Formulation and in vitro characterization of nanoemulsions containing remdesivir or licorice extract: A potential subcutaneous injection for coronavirus treatment

Abstract

The management of coronavirus necessitates that medicines are available, reasonably priced, and easy to administer. The work aimed at formulating and characterizing remdesivir and licorice extract nanoemulsions and comparing their efficacy against coronavirus for further subcutaneous injection. First, the solubility of remdesivir was determined in different oils, surfactants, and co-surfactants to choose the optimal nanoemulsion components. Nanoemulsions were optimized concerning surfactant: co-surfactant ratio (5:1, 4:1, 3:1, 2:1, and 1:1) and oil to surfactant: co-surfactant ratio (1:9, 1:8, 1:7, 1:6, 1:5, 1:4, 1:3, 1:2, and 1:1).
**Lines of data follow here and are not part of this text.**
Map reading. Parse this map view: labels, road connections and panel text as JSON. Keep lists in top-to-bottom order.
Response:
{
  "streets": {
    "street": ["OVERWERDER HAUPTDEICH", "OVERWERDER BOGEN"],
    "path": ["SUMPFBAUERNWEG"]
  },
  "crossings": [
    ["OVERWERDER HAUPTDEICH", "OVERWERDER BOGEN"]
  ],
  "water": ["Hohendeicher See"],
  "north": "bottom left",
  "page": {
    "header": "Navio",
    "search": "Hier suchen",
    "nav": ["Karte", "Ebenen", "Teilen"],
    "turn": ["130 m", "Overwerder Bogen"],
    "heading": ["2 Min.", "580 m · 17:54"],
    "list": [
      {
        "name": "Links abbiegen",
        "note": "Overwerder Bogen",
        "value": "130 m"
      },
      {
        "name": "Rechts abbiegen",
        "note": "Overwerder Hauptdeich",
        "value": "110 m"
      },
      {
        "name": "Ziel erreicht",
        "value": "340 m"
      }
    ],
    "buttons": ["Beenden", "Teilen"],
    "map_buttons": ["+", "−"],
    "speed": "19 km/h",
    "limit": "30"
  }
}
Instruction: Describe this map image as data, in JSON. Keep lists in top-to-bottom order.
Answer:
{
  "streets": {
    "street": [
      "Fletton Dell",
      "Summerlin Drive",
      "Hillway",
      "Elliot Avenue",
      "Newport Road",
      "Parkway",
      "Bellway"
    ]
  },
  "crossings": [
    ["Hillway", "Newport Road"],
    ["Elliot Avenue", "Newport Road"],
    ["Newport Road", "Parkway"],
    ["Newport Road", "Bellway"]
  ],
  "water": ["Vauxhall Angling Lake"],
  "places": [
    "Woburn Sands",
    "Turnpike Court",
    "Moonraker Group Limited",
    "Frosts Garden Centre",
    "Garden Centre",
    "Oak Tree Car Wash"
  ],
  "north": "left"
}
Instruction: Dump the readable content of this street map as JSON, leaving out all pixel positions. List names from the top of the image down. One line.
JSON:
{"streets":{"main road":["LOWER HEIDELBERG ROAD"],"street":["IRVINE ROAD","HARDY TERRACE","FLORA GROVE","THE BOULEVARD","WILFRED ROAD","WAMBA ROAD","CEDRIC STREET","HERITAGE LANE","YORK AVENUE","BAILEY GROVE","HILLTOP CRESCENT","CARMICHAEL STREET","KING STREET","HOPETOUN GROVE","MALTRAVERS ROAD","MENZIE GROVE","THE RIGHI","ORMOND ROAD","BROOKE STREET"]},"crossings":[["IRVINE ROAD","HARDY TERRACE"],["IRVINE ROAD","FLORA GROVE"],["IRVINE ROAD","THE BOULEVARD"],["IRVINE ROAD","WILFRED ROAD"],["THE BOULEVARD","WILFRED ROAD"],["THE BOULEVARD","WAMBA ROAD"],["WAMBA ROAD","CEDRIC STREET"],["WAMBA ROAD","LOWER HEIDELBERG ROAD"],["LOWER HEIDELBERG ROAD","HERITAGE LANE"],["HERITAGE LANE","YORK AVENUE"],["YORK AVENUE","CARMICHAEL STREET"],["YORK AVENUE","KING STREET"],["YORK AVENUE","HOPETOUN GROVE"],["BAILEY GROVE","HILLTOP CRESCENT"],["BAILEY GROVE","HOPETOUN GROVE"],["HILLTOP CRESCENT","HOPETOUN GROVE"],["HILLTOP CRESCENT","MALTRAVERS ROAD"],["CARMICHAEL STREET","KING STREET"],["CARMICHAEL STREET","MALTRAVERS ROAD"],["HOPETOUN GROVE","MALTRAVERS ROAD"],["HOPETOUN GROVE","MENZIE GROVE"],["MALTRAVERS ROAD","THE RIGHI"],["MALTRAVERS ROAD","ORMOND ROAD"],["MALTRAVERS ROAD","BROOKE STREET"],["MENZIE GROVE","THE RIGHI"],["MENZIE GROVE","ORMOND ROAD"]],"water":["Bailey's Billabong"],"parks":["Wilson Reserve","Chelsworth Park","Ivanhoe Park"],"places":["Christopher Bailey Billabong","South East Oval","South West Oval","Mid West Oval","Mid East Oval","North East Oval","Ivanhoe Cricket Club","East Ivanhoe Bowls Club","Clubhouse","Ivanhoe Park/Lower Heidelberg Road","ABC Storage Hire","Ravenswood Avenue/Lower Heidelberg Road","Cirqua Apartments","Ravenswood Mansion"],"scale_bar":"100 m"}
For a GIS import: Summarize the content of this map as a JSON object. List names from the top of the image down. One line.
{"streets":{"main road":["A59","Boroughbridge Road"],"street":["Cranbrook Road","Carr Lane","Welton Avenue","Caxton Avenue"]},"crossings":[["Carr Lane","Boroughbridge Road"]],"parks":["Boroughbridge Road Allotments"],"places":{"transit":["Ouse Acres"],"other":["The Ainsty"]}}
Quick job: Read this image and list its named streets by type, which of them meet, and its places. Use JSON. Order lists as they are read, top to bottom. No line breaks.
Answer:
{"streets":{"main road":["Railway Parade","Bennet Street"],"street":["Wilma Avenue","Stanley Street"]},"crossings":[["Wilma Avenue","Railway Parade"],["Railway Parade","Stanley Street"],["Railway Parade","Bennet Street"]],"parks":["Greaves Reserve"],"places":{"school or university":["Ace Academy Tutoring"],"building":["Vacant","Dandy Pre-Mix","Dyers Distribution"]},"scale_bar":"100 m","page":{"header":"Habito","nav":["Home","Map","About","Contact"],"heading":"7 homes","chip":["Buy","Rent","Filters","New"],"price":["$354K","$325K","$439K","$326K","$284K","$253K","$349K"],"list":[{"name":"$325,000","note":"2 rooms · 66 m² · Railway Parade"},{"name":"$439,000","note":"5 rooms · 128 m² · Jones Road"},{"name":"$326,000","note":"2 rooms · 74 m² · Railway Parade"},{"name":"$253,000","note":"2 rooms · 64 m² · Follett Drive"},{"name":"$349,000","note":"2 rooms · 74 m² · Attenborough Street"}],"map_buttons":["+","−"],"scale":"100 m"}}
The formulations were evaluated concerning % transmittance, emulsification time, pH, viscosity, droplet size, polydispersity index, zeta potential, drug content, transmission electron microscopy, in-vitro drug release, stability (of the optimal formulas), and antiviral effect against coronavirus. The optimal nanoemulsion formula was F7, exhibiting an acceptable pH level, a rapid emulsification rate, a viscosity of 20 cP, and 100% drug content. The formulation droplet size was 16 and 17 nm, the polydispersity index was 0.18 and 0.26, and the zeta potential was − 6.29 and − 10.34 mV for licorice extract and remdesivir nanoemulsions, respectively. However, licorice extract nanoemulsion exhibited better release and physical stability. Licorice extract nanoemulsion may be a potential subcutaneous injection for combating mild to moderate coronavirus.